Замечал он и быстрые, настороженные взгляды, которые она бросала на него, когда ей казалось, что он не смотрит в ее сторону. И то, что бледно-розовый цвет ее пушистого свитера придает свежесть ее лицу.

— Аптекарь заверил, что металлические костыли легче и с ними проще управляться.

— С бантами чудесно придумано. Их тоже аптекарь предложил?

— Нет, просто я подумала, что они придадут большую женственность этим жутким штукам.

Элли хихикнула, а Надя снова обрадовалась блеску ее глаз.

— Мамочка учит меня правильно сочетать цвета, чтобы, когда вырасту, я могла сама выбирать себе одежду.

Ален подумал об одежде Нади: фланелевая рубашечка с розовыми цветочками, широкие брюки, свитера слишком большого размера.
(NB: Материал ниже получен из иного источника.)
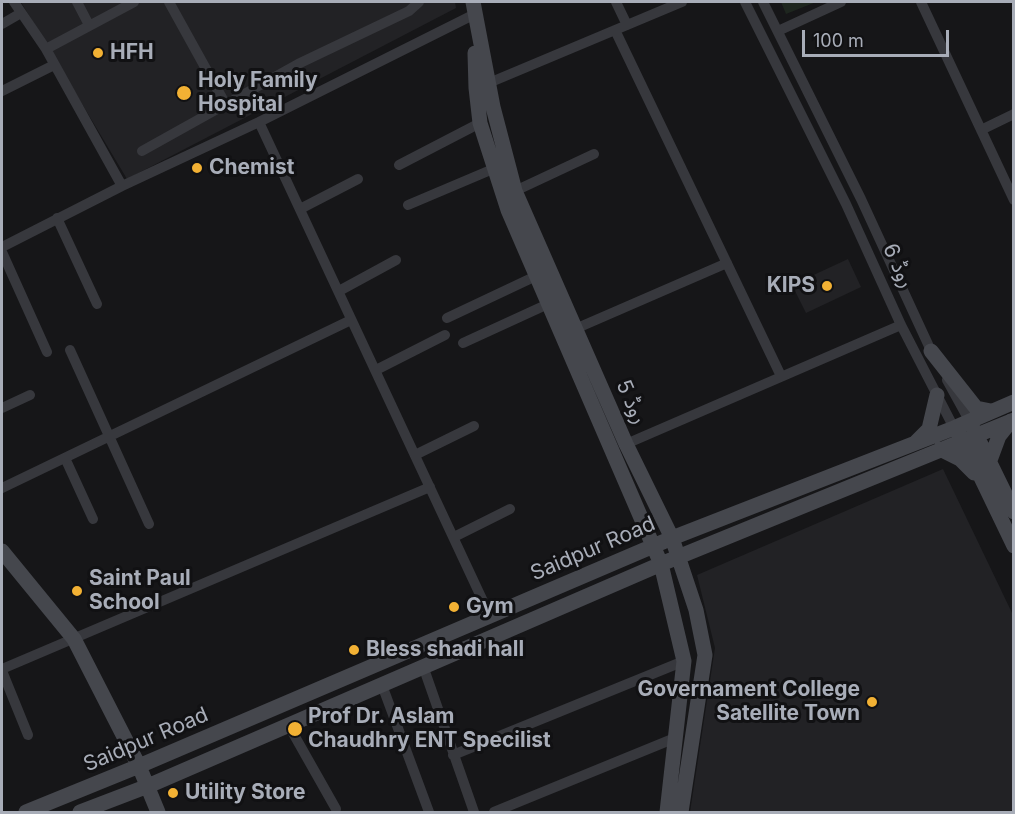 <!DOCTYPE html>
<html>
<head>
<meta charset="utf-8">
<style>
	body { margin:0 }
	#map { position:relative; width:1015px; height:814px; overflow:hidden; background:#161618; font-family:Inter,sans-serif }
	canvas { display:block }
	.frame { position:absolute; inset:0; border:3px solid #a8adb8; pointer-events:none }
	.scale { position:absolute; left:802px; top:30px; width:147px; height:27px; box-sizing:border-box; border:3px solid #a8adb8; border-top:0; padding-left:8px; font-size:18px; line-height:21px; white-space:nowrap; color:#a8adb8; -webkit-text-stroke:4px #111113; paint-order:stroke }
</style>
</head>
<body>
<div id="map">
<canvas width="1015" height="814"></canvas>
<div class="frame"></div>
<div class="scale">100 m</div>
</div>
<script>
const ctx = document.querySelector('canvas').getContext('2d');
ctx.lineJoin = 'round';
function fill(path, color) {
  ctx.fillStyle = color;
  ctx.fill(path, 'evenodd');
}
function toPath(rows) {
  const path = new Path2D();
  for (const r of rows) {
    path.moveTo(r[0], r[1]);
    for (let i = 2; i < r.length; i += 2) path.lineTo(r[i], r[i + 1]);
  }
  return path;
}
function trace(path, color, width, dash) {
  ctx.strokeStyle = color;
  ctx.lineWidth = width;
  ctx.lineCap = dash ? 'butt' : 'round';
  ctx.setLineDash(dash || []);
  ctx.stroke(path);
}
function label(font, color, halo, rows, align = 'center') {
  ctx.font = font + ' Inter,"Noto Sans Arabic",sans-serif';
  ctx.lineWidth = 6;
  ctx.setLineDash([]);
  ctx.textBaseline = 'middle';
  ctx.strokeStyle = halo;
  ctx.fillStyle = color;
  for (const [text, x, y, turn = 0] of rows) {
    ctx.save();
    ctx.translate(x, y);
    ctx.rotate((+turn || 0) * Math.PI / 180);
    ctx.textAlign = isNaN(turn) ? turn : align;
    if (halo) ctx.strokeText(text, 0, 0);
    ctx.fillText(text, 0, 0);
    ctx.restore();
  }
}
const built = toPath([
	[21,2,455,2,456,8,127,179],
	[848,259,861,287,806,313,792,285],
	[943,469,1013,615,1013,812,690,812,715,648,697,575]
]);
const green = toPath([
	[781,2,816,2,786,14]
]);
const street = toPath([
	[14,2,46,49,122,186],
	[77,2,89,25],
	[169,2,226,105],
	[616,2,627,25],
	[745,2,846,204,901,325,954,428],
	[763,2,861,199,933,355],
	[921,2,1014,200],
	[2,24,21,13],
	[615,30,781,376],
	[778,31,841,2],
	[46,49,134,2],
	[484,85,682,2],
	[2,91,54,65],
	[259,122,490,616],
	[981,130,1014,114],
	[142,151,298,64,409,11,419,2],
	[399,165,480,123],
	[515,191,594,154],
	[408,205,493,169],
	[300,209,358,179],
	[57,218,97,304],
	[2,247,122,186,259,122,475,14],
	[2,252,47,352],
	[339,291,396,260],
	[447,318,536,276],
	[575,329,727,263],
	[463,343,548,304],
	[70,350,149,524],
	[376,370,445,335],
	[947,380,969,420],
	[2,408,30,395],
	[626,444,901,325],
	[415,455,474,426],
	[65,458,93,519],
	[2,488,351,320],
	[454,537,510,509],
	[423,666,474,812],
	[2,669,430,487],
	[2,671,28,735],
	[382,685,429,812],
	[289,726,336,809],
	[453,755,684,661],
	[494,812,675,738]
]);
const secondary = toPath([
	[473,2,493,107,515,191,626,444,672,538,696,610,705,655,681,812],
	[475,53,476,88,480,123,508,210,661,564,684,661,667,812],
	[931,351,976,408,991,411],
	[972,426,1014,512],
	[958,433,963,440,1014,546],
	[916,442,929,429,937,395],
	[940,449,960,459,974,473],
	[989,463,999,436,1011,421],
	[2,551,74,639,139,766,158,812],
	[26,812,139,766,672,538,954,428,1014,402],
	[80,812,148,786,661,564,1014,420]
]);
const markers = [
	[98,53,6,"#f2b134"],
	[184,93,8,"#f2b134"],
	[197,168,6,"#f2b134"],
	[827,286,6,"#f2b134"],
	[77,591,6,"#f2b134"],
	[454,607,6,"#f2b134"],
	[354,650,6,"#f2b134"],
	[872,702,6,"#f2b134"],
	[295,729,8,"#f2b134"],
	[173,793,6,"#f2b134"]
];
const poiNames = [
	["HFH",110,53],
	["Holy Family",198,81],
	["Hospital",198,105],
	["Chemist",209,168],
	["KIPS",815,286,"right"],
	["Saint Paul",89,579],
	["School",89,603],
	["Gym",466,607],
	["Bless shadi hall",366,650],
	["Governament College",860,690,"right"],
	["Satellite Town",860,714,"right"],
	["Prof Dr. Aslam",308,717],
	["Chaudhry ENT Specilist",308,741],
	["Utility Store",185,793]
];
const streetNames = [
	["روڈ 6",898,266,66],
	["روڈ 5",631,402,66],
	["Saidpur Road",593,549,-23],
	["Saidpur Road",146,740,-23]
];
fill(built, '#222225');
fill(green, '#1e261f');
trace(street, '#37383d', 10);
trace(secondary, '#45474d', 15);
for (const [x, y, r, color] of markers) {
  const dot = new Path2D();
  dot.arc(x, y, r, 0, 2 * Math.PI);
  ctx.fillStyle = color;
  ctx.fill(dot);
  trace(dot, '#111113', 2);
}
label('bold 21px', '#a8adb8', '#111113', poiNames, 'left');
label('21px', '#a8adb8', '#111113', streetNames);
</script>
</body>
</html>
Не очень-то это годится, чтобы привлечь мужчину, и все же он уже несколько дней все думал и думал о ней.

Сегодня вечером она была в джинсах на пуговицах, из тех, что женщины позаимствовали у мужчин несколько лет назад. Скроенные в расчете на узкие мужские бедра, они обтягивают женские и вовсе обольстительно.

— А как там газета? — спросил Ален и внутренне содрогнулся. Человек с его образованием мог бы придумать вопрос пооригинальнее.

— Становится все интереснее, как мне говорят. — Надя засмущалась. — А как поживает доктор Стикс?

— Лентяй и бездельник, но с искрой Божьей, той самой, которая, как не устает повторять Моника, необходима врачу.

— Забавно, но я подумала об этом в то утро, когда вы запретили мне вставать с постели.

— Точно, я настоящий тиран.

— Послушайте, вы же должны говорить обо мне, — подала голос Элли. — Вы, что ли, забыли, что пациент теперь я?

Надя пригладила волосы дочки.

— Мы помним, дорогая, и позаботимся о тебе. Ален заметил, как ее пальцы задержались на лбу дочери. Его память вернулась на несколько дней назад, когда в этом кресле сидел он сам и те же тонкие пальцы пригладили его волосы.

Он отвел глаза и закатал рукава рубашки. Если очень постараться, можно заставить себя не думать о ее спальне, забыть о ночных фантазиях, в которых она приглашает его к себе.